DATASET CONTENT:
▽
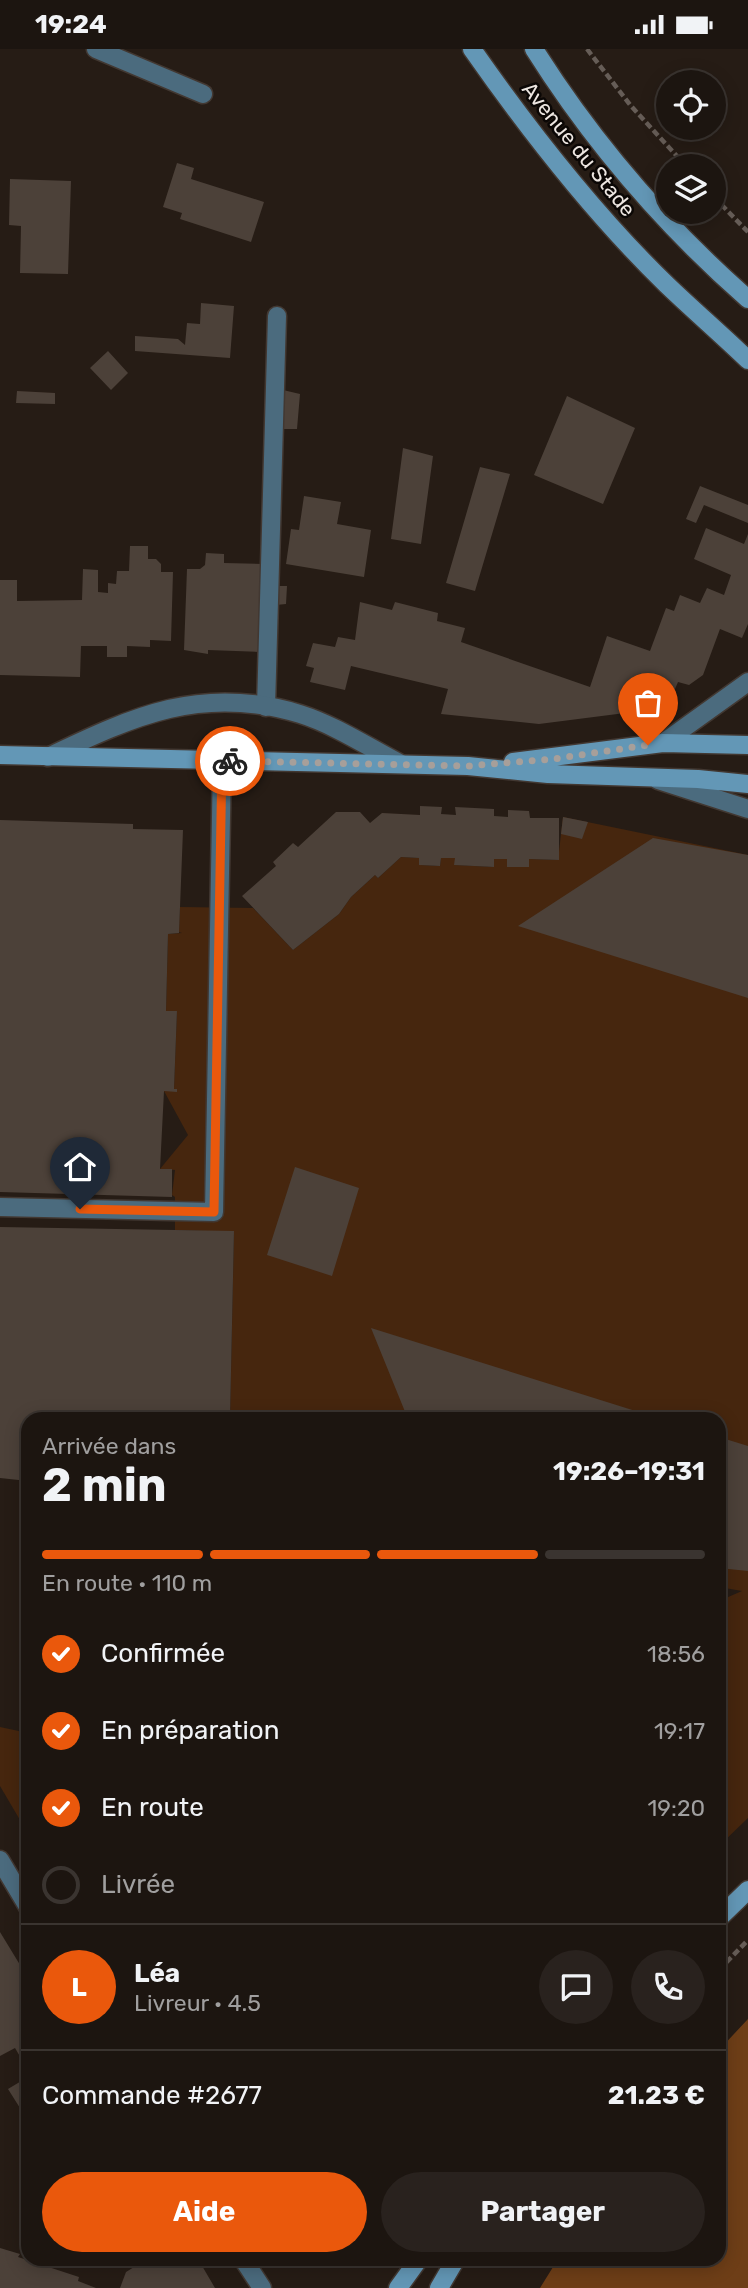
<!DOCTYPE html>
<html lang="fr">
<meta charset="utf-8">
<style>
:root{--surface:#1c1510;--page:#29221e;--text:#f1f3f6;--muted:#a09f9f;--line:#3a3430;--accent:#ea580c}
body{margin:0;font-family:Rubik,sans-serif;background:var(--page);color:var(--text);height:100vh;display:flex;flex-direction:column;font-size:26px;white-space:nowrap}
*{box-sizing:border-box;margin:0}
p{font-size:23px;color:var(--muted)}
.icon{flex:none;width:38px;height:38px;fill:none;stroke:currentColor;stroke-width:2;stroke-linecap:round;stroke-linejoin:round}
.map{position:relative;flex:1;overflow:hidden}
.panel{position:absolute;left:21px;top:1363px;width:705px;height:854px;display:flex;flex-direction:column;background:var(--surface);border-radius:21px;box-shadow:0 4px 18px #0003,0 0 0 2px var(--line)}
.panel>*{flex:none}
.buttons{position:absolute;left:656px;top:21px;display:grid;gap:14px}
.buttons a{display:grid;place-items:center;width:70px;height:70px;border-radius:50%;background:var(--surface);box-shadow:0 4px 18px #0003,0 0 0 2px var(--line);font-size:35px}
.pin{position:absolute;display:grid;place-items:center;width:60px;height:60px;color:#fff;margin:-72px -30px;border-radius:50% 50% 50% 0;rotate:-45deg;box-shadow:0 0 7px #0007}
.pin .icon{rotate:45deg}
.courier{position:absolute;display:grid;place-items:center;width:70px;height:70px;margin:-35px;border:5px solid #ea580c;border-radius:50%;background:#fff;color:#222;box-shadow:0 2px 9px #0007}
.head em{font-style:normal;font-weight:700}
.head div{display:flex;flex-direction:column-reverse}
.head{display:flex;align-items:center;justify-content:space-between;height:119px;padding:0 21px}
h1{font-size:46px;font-weight:700;line-height:52px}
.bar{display:grid;grid-template-columns:repeat(4,1fr);gap:10px 7px;align-content:center;height:84px;padding:0 21px}
.bar i{height:9px;border-radius:5px;background:var(--line)}
.bar .current{background:var(--accent)}
.bar p{grid-column:span 4}
.line{display:flex;align-items:center;gap:18px;padding:0 21px;border-top:2px solid var(--line)}
.line div{flex:1}
.round{display:grid;place-items:center;flex:none;width:74px;height:74px;border-radius:37px;background:var(--page)}
ol{padding:0 21px;list-style:none}
li{display:flex;align-items:center;gap:21px;height:77px}
li p{margin-inline-start:auto}
li .icon{padding:7px;border-radius:50%;background:var(--accent);color:#fff;stroke-width:4}
li:last-child{color:var(--muted)}
li i{width:38px;height:38px;border:4px solid var(--line);border-radius:50%}
.primary-button{display:flex;gap:14px;margin-top:auto;padding:14px 21px}
.primary-button a{flex:1;height:80px;border-radius:42px;background:var(--accent);color:#fff;font-size:28px;font-weight:700;line-height:80px;text-align:center}
.primary-button a+a{background:var(--page);color:var(--text)}
.status{display:flex;justify-content:space-between;align-items:center;height:49px;padding:0 35px;background:var(--surface);direction:ltr}
.status svg{height:19px;fill:currentColor}
.map>svg:first-child{display:block}
</style>
<div class="status"><b>19:24</b><svg viewBox="0 0 49 12"><path d="M0 12V9h3v3zM5 12V6h3v6zM10 12V3h3v9zM15 12V0h3v12zM26 1h20v11H26zM47 4h2v5h-2z"/></svg></div>
<div class="map">
<svg width="748" height="2239" viewBox="0 0 748 2239">
<rect width="100%" height="100%" fill="#261c15"/>
<path fill="#46260e" d="M563 768 748 806V1769L719 1797V1552L742 1542 719 1538V1370H230L234 1183 175 1181V1148L172 1146 175 1121 160 1120 188 1086 164 1042 177 1040H174L177 962H166L168 885 182 884 179 883 180 858 253 859 293 901 339 865 351 848 375 826 378 829 401 808 419 809 420 816 440 817 441 809H455V816L493 818 494 810H507V818H529V810L558 811Z
M0 1678 28 1684V1765L20 1771 0 1737Z"/>
<path fill="#6e3e17" d="M748 1970V2239H540L558 2210H719V2001Z"/>
<path fill="#4c4139" d="M177 114 194 119 191 130 264 153 251 193 180 170 182 164 163 158Z
M10 130 71 132 68 225 20 224 21 177 9 176Z
M201 254 234 257 230 309 135 302V287L178 290 185 296 187 274 200 275Z
M108 302 128 324 111 341 90 319Z
M283 341 300 345 297 380H283Z
M17 342 55 344V355L16 354Z
M567 347 635 379 603 455 534 426Z
M403 399 433 407 421 495 391 490Z
M480 418 510 425 475 542 446 534Z
M700 437 748 456V474L704 456 696 474 686 470Z
M304 447 341 453 337 475 371 481 364 528 286 515 291 480 299 481Z
M706 479 744 495 748 485V575L742 589 720 580 703 626 689 636 678 633 672 647 655 660 637 654 633 663 539 675 441 665 448 640 351 617 345 641 310 633 314 619 306 617 313 594 335 598 338 588 355 591 360 553 392 561 395 553 438 564 437 572 465 579 461 593 590 638 607 587 650 602 666 559 674 562 680 546 700 554 707 539 724 546 731 526 694 510Z
M130 497H148V510H156L161 515V523H173L171 592 150 591V598L127 597V608H107V597H81L80 628 0 626V531H17V552L82 551 83 520 98 521V543L108 544V534L116 535 117 522H129Z
M206 504 224 505V514L263 515 260 603 208 601V605L184 601 187 520H200L205 516Z
M277 537H287L286 555 276 556Z
M420 757 442 758 441 765 456 766 455 758 494 760V767L508 768V761L529 762 530 769H559V811L529 810V818H507V810H494V818L454 816 455 809H441L440 817 419 816V809L401 808 378 829 375 826 351 848 339 865 293 901 242 847 276 817 273 813 293 794 298 798 336 763H360L370 774 382 764 420 766Z
M563 768 588 773 582 790 561 785Z
M0 771 133 775V780L183 781 179 884 168 885 166 962H177L174 1040H177V1043L164 1042 160 1120H172V1148L0 1143Z
M653 789 748 806V949L518 877Z
M295 1118 359 1139 332 1227 267 1206Z
M0 1178 234 1182 230 1370H28V1432L0 1429Z
M371 1279 661 1370H408Z
M719 1388 748 1397V1522L719 1519Z
M0 1883 28 1929V2021L15 1999 0 2007Z
M28 2028V2065L25 2067 8 2040Z
M0 2199 20 2205 18 2208 79 2228 78 2232 96 2239H0Z
M147 2210H198L215 2239H120L126 2223Z"/>
<g fill="none" stroke-linecap="round" stroke-linejoin="round">
<defs>
<path id="lane" d="M266 658 277 267
M658 731 748 760
M0 1158 214 1163 222 711"/>
<path id="street" d="M96 0 203 45
M663 694 748 633
M48 708C134 667 202 635 300 665 335 676 368 698 401 715
M0 1811 28 1858
M243 2210 262 2239"/>
<path id="secondary" d="M472 0C530 83 593 164 666 235 693 261 721 285 748 311
M534 0C592 92 666 178 748 250
M0 706 468 717 548 725 698 730 748 735
M513 713 663 694 748 696
M719 1869 748 1841
M398 2239 419 2210
M439 2239 456 2210"/>
</defs>
<use href="#lane" stroke="#423832" stroke-width="21"/>
<use href="#street" stroke="#423832" stroke-width="21"/>
<use href="#secondary" stroke="#423832" stroke-width="21"/>
<path stroke="#665d57" stroke-width="4.5" stroke-dasharray="7 3.5" stroke-linecap="butt" d="M587 0 631 57 686 117
M714 148 748 183
M719 1921 748 1891"/>
<use href="#lane" stroke="#4b6b7e" stroke-width="18"/>
<use href="#street" stroke="#4b6b7e" stroke-width="18"/>
<use href="#secondary" stroke="#6397b6" stroke-width="18"/>
</g>
<g fill="none" stroke-linecap="round" stroke-linejoin="round">
<path stroke="#a79f9a" stroke-width="7" stroke-dasharray="0 12.6" d="M230 712 468 717 553 710 648 696"/>
<path stroke="#ea580c" stroke-width="9" d="M80 1160 214 1163 222 712H230"/>
</g>
<g text-anchor="middle" dominant-baseline="central" stroke-width="5" stroke-linejoin="round" paint-order="stroke">
<g font-size="21" fill="#ede6e1" stroke="#0b0705">
<text transform="translate(579 100) rotate(51)">Avenue du Stade</text>
</g>
</g>
</svg>
<div class="buttons">
<a><svg class="icon" aria-label="locate" viewBox="0 0 24 24"><circle cx="12" cy="12" r="6"/><path d="M12 2v4M12 18v4M2 12h4M18 12h4"/></svg></a>
<a><svg class="icon" aria-label="layers" viewBox="0 0 24 24"><path d="M12 4l9 5-9 5-9-5zM3 14l9 5 9-5"/></svg></a>
</div>
<div class="pin" style="left:648px;top:696px;background:#ea580c"><svg class="icon" aria-label="bag" viewBox="0 0 24 24"><path d="M5 8h14l-1 12H6zM9 8a3 3 0 0 1 6 0"/></svg></div>
<div class="pin" style="left:80px;top:1160px;background:#1f2937"><svg class="icon" aria-label="home" viewBox="0 0 24 24"><path d="M3 11l9-7 9 7M6 9v11h12V9"/></svg></div>
<div class="courier" style="left:230px;top:712px"><svg class="icon" aria-label="bike" viewBox="0 0 24 24"><circle cx="6" cy="16" r="4"/><circle cx="18" cy="16" r="4"/><path d="M6 16l4-8h5l3 8M10 8l3 8H6M13 5h3"/></svg></div>
<section class="panel">
<div class="head"><div><h1>2 min</h1><p>Arrivée dans</p></div><em>19:26–19:31</em></div>
<div class="bar"><i class="current"></i><i class="current"></i><i class="current"></i><i></i><p>En route · 110 m</p></div>
<ol>
<li><svg class="icon" aria-label="check" viewBox="0 0 24 24"><path d="M5 12l5 5 9-10"/></svg>Confirmée<p>18:56</p></li>
<li><svg class="icon" aria-label="check" viewBox="0 0 24 24"><path d="M5 12l5 5 9-10"/></svg>En préparation<p>19:17</p></li>
<li><svg class="icon" aria-label="check" viewBox="0 0 24 24"><path d="M5 12l5 5 9-10"/></svg>En route<p>19:20</p></li>
<li><i></i>Livrée</li>
</ol>
<div class="line" style="height:126px"><b class="round" style="background:var(--accent);color:#fff">L</b><div><b>Léa</b><p>Livreur · 4.5</p></div><a class="round"><svg class="icon" aria-label="chat" viewBox="0 0 24 24"><path d="M4 5h16v11H9l-5 4z"/></svg></a><a class="round"><svg class="icon" aria-label="phone" viewBox="0 0 24 24"><path d="M5 4h4l2 5-3 2q2 4 5 5l2-3 5 2v4C11 20 4 13 5 4z"/></svg></a></div>
<div class="line" style="height:91px"><div>Commande #2677</div><b>21.23 €</b></div>
<div class="primary-button"><a>Aide</a><a>Partager</a></div>
</section>
</div>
△
EXERCISE REQUIREMENTS:
Show every line in the entries where the string "between" occurs.

TASK OUTPUT:
.head{display:flex;align-items:center;justify-content:space-between;height:119px;padding:0 21px}
.status{display:flex;justify-content:space-between;align-items:center;height:49px;padding:0 35px;background:var(--surface);direction:ltr}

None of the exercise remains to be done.